I was planning out when I would buy another rat (as Captain is getting up there and I wanted to plan ahead) I decided that I want to do it right and go through a proper breeder. So I went on to The Evergreen Rattery site (They are based out of Nanaimo and therefore are only a ferry ride away) anyway, they have the most gorgeous Russian blues. I don't know what they do with their rats but their fur absolutely glistens! So Beautiful! http://www.evergreenrattery.com/


----------



## Dumbo_Lover1695 (Mar 20, 2012)

moongate said:


> I was planning out when I would buy another rat (as Captain is getting up there and I wanted to plan ahead) I decided that I want to do it right and go through a proper breeder. So I went on to The Evergreen Rattery site (They are based out of Nanaimo and therefore are only a ferry ride away) anyway, they have the most gorgeous Russian blues. I don't know what they do with their rats but their fur absolutely glistens! So Beautiful! http://www.evergreenrattery.com/


I just looked at the website and their rats are absolutely gorgeous! I love their coloring, especially the Russian Silvers.


----------



## moongate (Mar 12, 2012)

No, seriously, how do they get their rat's fur to do that? I'm in love!!


----------



## PipRat (Jan 24, 2012)

I've always wanted a roan/husky!! I just think they look so squishy cute!


----------



## Laisper (Mar 31, 2012)

The blues in that link are sooooo cute!


----------



## Ruma (Mar 20, 2012)

I really love the rex coat. My dream pair of ratties would have to be a dumbo rex of a darker color (agouti or black), and a blue. Any shade of blue. But I would want them on the bigger side and pretty laid back and cuddly. My mom wants me to get a dumbo so bad! She's not big on rats, but for some reason dumbos make her melt.


----------



## Rat lover (Dec 28, 2011)

I love my rats now. The perfect balance of sweetness and sassiness. Buuutttt...... My absolute dream rat is a female Siamese that loves to play and run, but also cuddles with me as often as wanted!


----------



## Laisper (Mar 31, 2012)

Ruma said:


> I really love the rex coat. My dream pair of ratties would have to be a dumbo rex of a darker color (agouti or black), and a blue. Any shade of blue. But I would want them on the bigger side and pretty laid back and cuddly. My mom wants me to get a dumbo so bad! She's not big on rats, but for some reason dumbos make her melt.
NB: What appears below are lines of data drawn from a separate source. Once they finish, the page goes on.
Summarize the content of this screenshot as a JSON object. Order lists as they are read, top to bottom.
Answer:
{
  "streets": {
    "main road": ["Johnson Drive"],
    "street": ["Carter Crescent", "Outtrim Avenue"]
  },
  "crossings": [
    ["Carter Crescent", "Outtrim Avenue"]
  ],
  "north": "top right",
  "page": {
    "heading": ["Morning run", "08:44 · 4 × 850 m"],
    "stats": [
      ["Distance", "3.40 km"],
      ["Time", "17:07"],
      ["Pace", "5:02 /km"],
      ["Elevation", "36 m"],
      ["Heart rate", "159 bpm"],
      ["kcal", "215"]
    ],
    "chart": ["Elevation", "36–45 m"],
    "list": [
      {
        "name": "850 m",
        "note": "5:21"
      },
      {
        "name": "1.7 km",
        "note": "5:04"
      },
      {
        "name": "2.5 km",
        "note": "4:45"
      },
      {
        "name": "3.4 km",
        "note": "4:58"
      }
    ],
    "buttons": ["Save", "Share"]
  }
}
Gotta love those cute, curly rat coats!


----------



## Lucys_Mom (Feb 27, 2012)

Yeah! I have never even seen a rex rat in person. I would LOVE to pet one! They look so cute and fluffy  Honestly, though, although i love seeing all kinds of cool looking rats, Ichiban, my oldest and biggest boy is really my dream rat. He wouldn't win any beauty contests...he is a rusty agouti, with a toe that was once badly injured as a baby, and when i got him, it was in the process of healing (in the wrong direction...yes, the middle finger. It looks like he is flipping you off!). However, he is squishy and so cuddly, and he won me over by kissing me when i made little smoochy noises at him. When i come to the cage, he immediately gets to excited to be picked up, and is the very best big brother to all of our foster rats. I have never seen him even get grumpy when the babies play on him while he is sleeping, or try to steal his treats. I could write a whole book on his awesome-ness!


----------



## JessyGene (Feb 27, 2012)

Rat lover said:


> I love my rats now. The perfect balance of sweetness and sassiness. Buuutttt...... My absolute dream rat is a female Siamese that loves to play and run, but also cuddles with me as often as wanted!


hey, this sounds almost exactly like my siamese Koko! She doesn't cuddle as much as I want, but she does sometimes, and is also very playful and active.


----------



## Babs (Jan 26, 2012)

I would love a husky roan like Basil, but with a rex coat and dumbo ears...I would die of the cute.


----------



## Flashygrrl (Feb 8, 2012)

My dream isn't too big. I just want a Siamese female or male (preferably neutered) that cuddles.


----------



## Arashi (Feb 4, 2012)

I already have my two dream rats, you can see them in my avatar ;D!


----------



## therathugger (Feb 9, 2012)

My dream rat is a chubby male that likes to cuddle. (But then again both of my boys fill that in just fine  )


----------



## moongate (Mar 12, 2012)

My two youngest are black berkshire rexes. Any fur/whiskers on them are curly. It's like someone tried giving them a home perm. And I wouldn't have them any other way.


----------



## gourdrats (Mar 9, 2012)

I jus love my two rats & lol, silly as it is, I think all rats are my dream rat, lol! I wish I could have loads of rats haha..but oneday, it's my dream to have have a free-ranging Gambian pouched rat <3 s/he'll be a big challenge but I'll be up for it by then  .. plus they have mega long lifespans!


----------